A Matplotlib figure can contain multiple axes objects and each axes object can contain multiple plots. We will explore the former in a later section and the latter in subsection 3.4.2.

Plots

A plot is a graphic that displays discrete data in relation to one or more coordinates in a coordinate system. Consider a data set, a set of data points, \(n\)-tuples \((x_{0i}, \cdots, x_{ni})\), in a coordinate system \((x_0, \cdots, x_n)\). A plot of the data set would display each of the data points in the data set. For instance, a plot of a data set in a Cartesian coordinate system \((x, y)\) would display each of the data points \((x_i, y_i)\) in the data set.

You may have observed that to create a function graph in subsection 3.4.1 we generated a data set of Cartesian data points \((x_i, y_i)\) and actually created a plot of that data set. It turns out that a function graph is really just a plot that tries to minimize the appearance of individual data points to emphasize the continuously varying nature of the function it is presenting. On the other hand, plots that are not function graphs should usually emphasize its data points.

Experimental data are frequently presented in plots. For example, consider a data set collected in an experiment exploring the relationship among the pressure \(P\), volume \(V\), and temperature \(T\) of a noble gas. You may recall that noble gases are good approximations of an ideal gas, which obeys the ideal gas law \[ P V = n R T, \] where \(n\) is the (molar) amount of gas and \(R\) is the ideal gas constant (approximately \(8.314\) J/(K\(\cdot\)mol)). Our Engcom package data module simulates this data set; the module can be imported with the following statement:

import engcom.data

A data set can be generated for values of volume V and temperature T with the following function call:

d = engcom.data.ideal_gas(
    V=np.linspace(1, 2, 16),  # (m^3) Volume values
    T=np.linspace(273, 573, 4),  # (K) Temperature values
)

Now d is a dictionary with the following key–value pairs:

• "volume"–\(V_{16\times 1}\) (m\(^3\))
• "temperature"–\(T_{1\times 4}\) (K)
• "pressure"–\(P_{16\times 4}\) (Pa)

We would like to plot \(P\) versus \(V\) for each of the \(4\) temperatures \(T\); that is, plot a sequence of pairs \((P_i, V_i)\) for each \(T_j\). The following code loops through the temperatures and plots to the same axes object:

fig, ax = plt.subplots()
for j, Tj in enumerate(d["temperature"].flatten()):
    x = d["volume"]  # (m^3)
    y = d["pressure"][:,j] / 1e6  # (MPa)
    ax.plot(x, y, marker="o", color="dodgerblue")  # Circle markers
    ax.text(x=x[-1], y=y[-1], s=f"$T = {Tj}$ K")  # Label last point

Finally, we label the axes and display the figure with the following code:

ax.set_xlabel("Volume (m$^3$)")
ax.set_ylabel("Pressure (MPa)")
plt.show()

The figure should appear as shown in fig. ¿fig:ideal-gas?.

Note the practice of labeling the individual data plots instead of creating a separate legend.
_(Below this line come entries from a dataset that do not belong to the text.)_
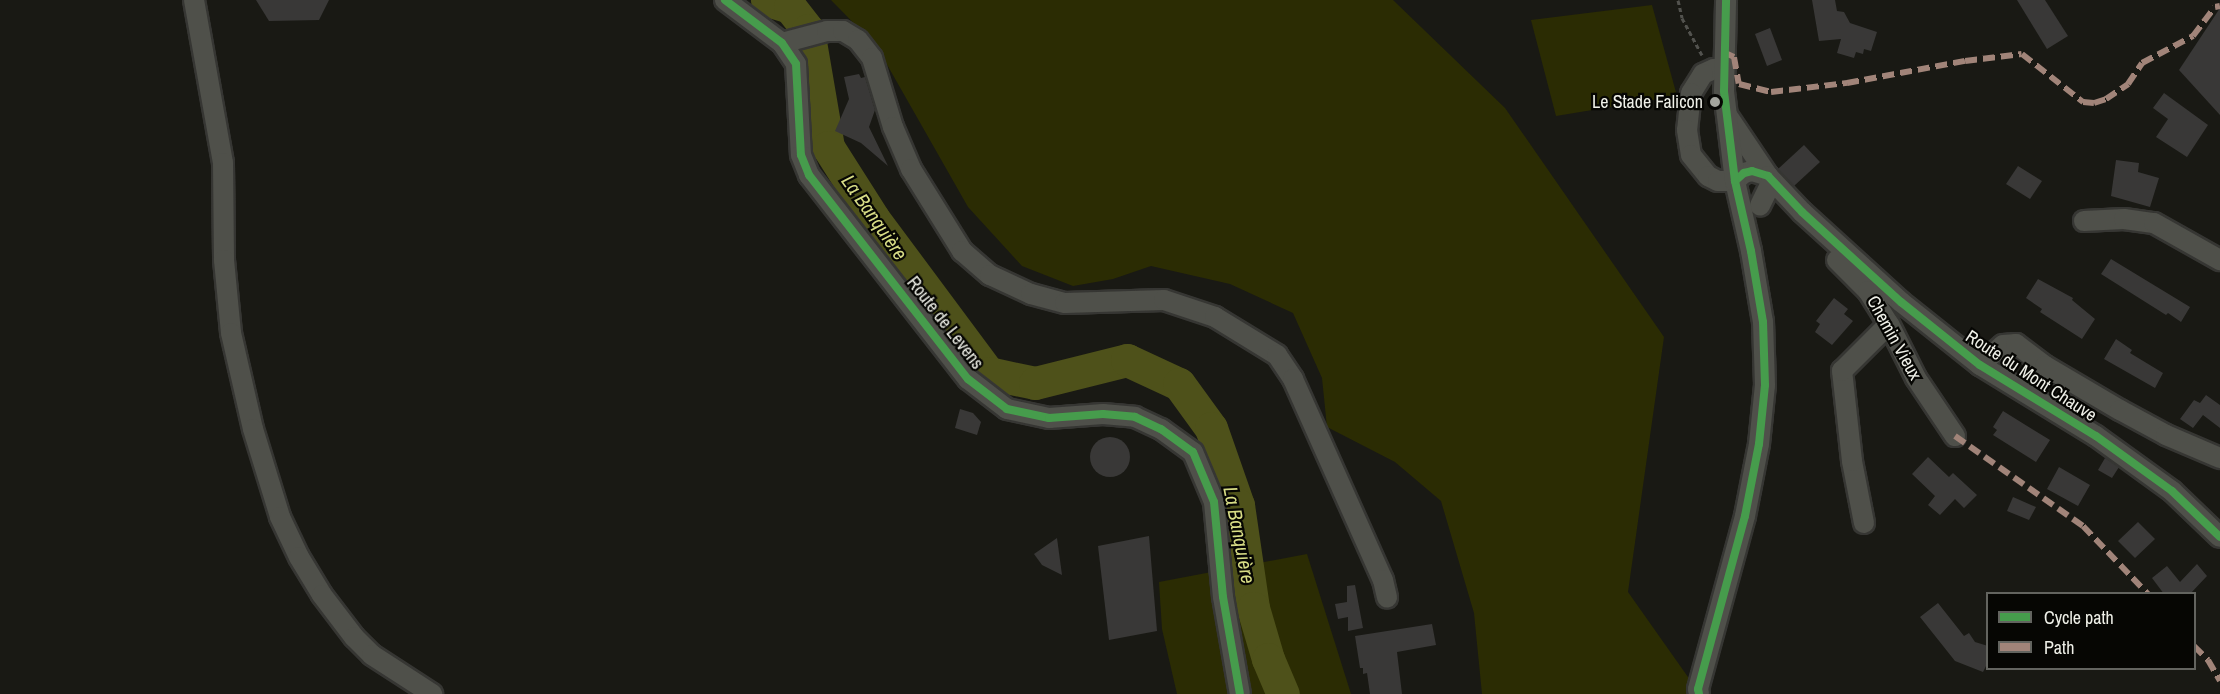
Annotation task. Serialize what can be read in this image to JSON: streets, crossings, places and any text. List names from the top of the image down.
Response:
{
  "streets": {
    "street": ["Route de Levens", "Chemin Vieux", "Route du Mont Chauve"]
  },
  "crossings": [
    ["Chemin Vieux", "Route du Mont Chauve"]
  ],
  "water": ["La Banquière"],
  "places": ["Le Stade Falicon"],
  "legend": ["Cycle path", "Path"]
}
At times a legend is necessary, but often it is better to simply label the data so the viewer needn’t perform unnecessary work moving back-and-forth between the legend and the plot.

Charts

The third fundamental type of graphic is the chart: a data set presentation in which signs (i.e., icons, indices, and symbols)² represent data. Some signs have become commonplace for representing data:

• The dot \(\bullet\) represents a data point
• The curve represents a continuously varying quantity or a connection between sequential data points
• The bar represents a quantity via its length

A function graph (subsection 3.4.1) represents a continuously varying quantity with a curve. A plot (subsection 3.4.2) represents data points with dots and connections among sequential data points with curves. The chart can use dots, curves, bars, or any other sign to represent data. Therefore, “chart” is the most general term: a function graph is a type of plot, which is a type of chart.

There are many flavors of chart in addition to the function graph and plot. Perhaps the most important are variations on the bar chart and the related histogram, covered here.

Bar Charts

A bar chart represents and compares quantities of some type (e.g., density) for a collection of discrete categories (e.g., liquids). The categories may have a natural progression, in which case they should be ordered accordingly; otherwise, they should be ordered by quantity.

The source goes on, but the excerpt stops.